- _TRY IT_
Filter the entries below, keeping only lines with the word "street".

◆ ◆ ◆ ◆ ◆

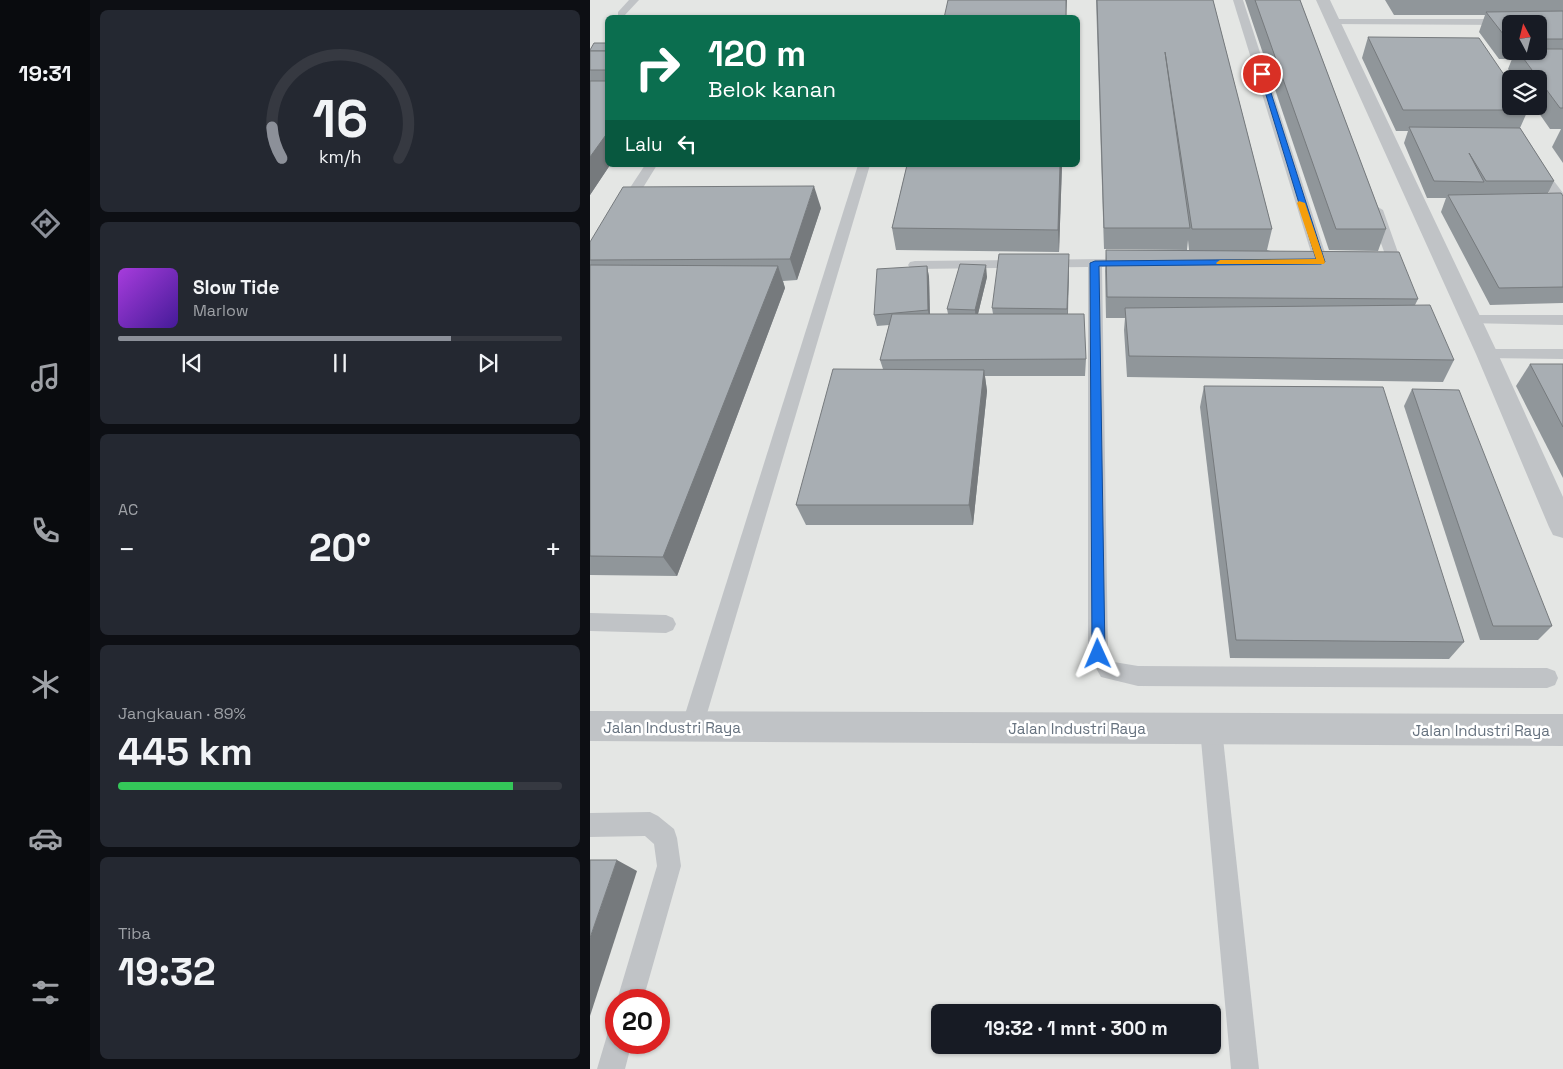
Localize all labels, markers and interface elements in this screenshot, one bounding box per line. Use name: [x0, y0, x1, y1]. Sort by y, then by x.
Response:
north arrow: [1502, 15, 1548, 60]
map controls: [1502, 15, 1547, 115]
text: 120 m: [708, 32, 806, 76]
icon: right: [625, 35, 690, 100]
pin: [1241, 53, 1283, 95]
text: 19:31: [18, 59, 72, 87]
icon: arrive: [1248, 60, 1276, 88]
button: layers: [1502, 70, 1547, 115]
text: Belok kanan: [708, 75, 836, 103]
text: 16: [312, 86, 368, 152]
icon: left: [673, 130, 701, 158]
text: Lalu: [625, 132, 663, 157]
text: km/h: [319, 145, 361, 168]
icon: directions: [28, 206, 63, 241]
text: Slow Tide: [193, 275, 279, 300]
text: Marlow: [193, 300, 249, 321]
icon: previous: [178, 349, 206, 377]
icon: pause: [326, 349, 354, 377]
icon: next: [474, 349, 502, 377]
icon: music: [28, 360, 63, 395]
text: AC: [118, 499, 138, 520]
icon: phone: [28, 513, 63, 548]
text: 20°: [309, 524, 371, 572]
text: −: [118, 531, 135, 567]
text: +: [545, 531, 562, 567]
position arrow: [1071, 627, 1123, 679]
icon: climate: [28, 667, 63, 702]
text: Jangkauan · 89%: [118, 703, 246, 724]
street label: Jalan Industri Raya: [603, 718, 741, 737]
street label: Jalan Industri Raya: [1008, 719, 1146, 738]
street label: Jalan Industri Raya: [1412, 721, 1550, 740]
text: 445 km: [118, 728, 253, 776]
icon: car: [28, 821, 63, 856]
text: Tiba: [118, 923, 151, 944]
text: 19:32: [118, 948, 216, 996]
icon: filters: [28, 975, 63, 1010]
speed limit sign: 20: [605, 989, 670, 1054]
text: 19:32 · 1 mnt · 300 m: [984, 1016, 1168, 1041]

◆ ◆ ◆ ◆ ◆

- _REPLY TO THE TASK_
street label: Jalan Industri Raya: [603, 718, 741, 737]
street label: Jalan Industri Raya: [1008, 719, 1146, 738]
street label: Jalan Industri Raya: [1412, 721, 1550, 740]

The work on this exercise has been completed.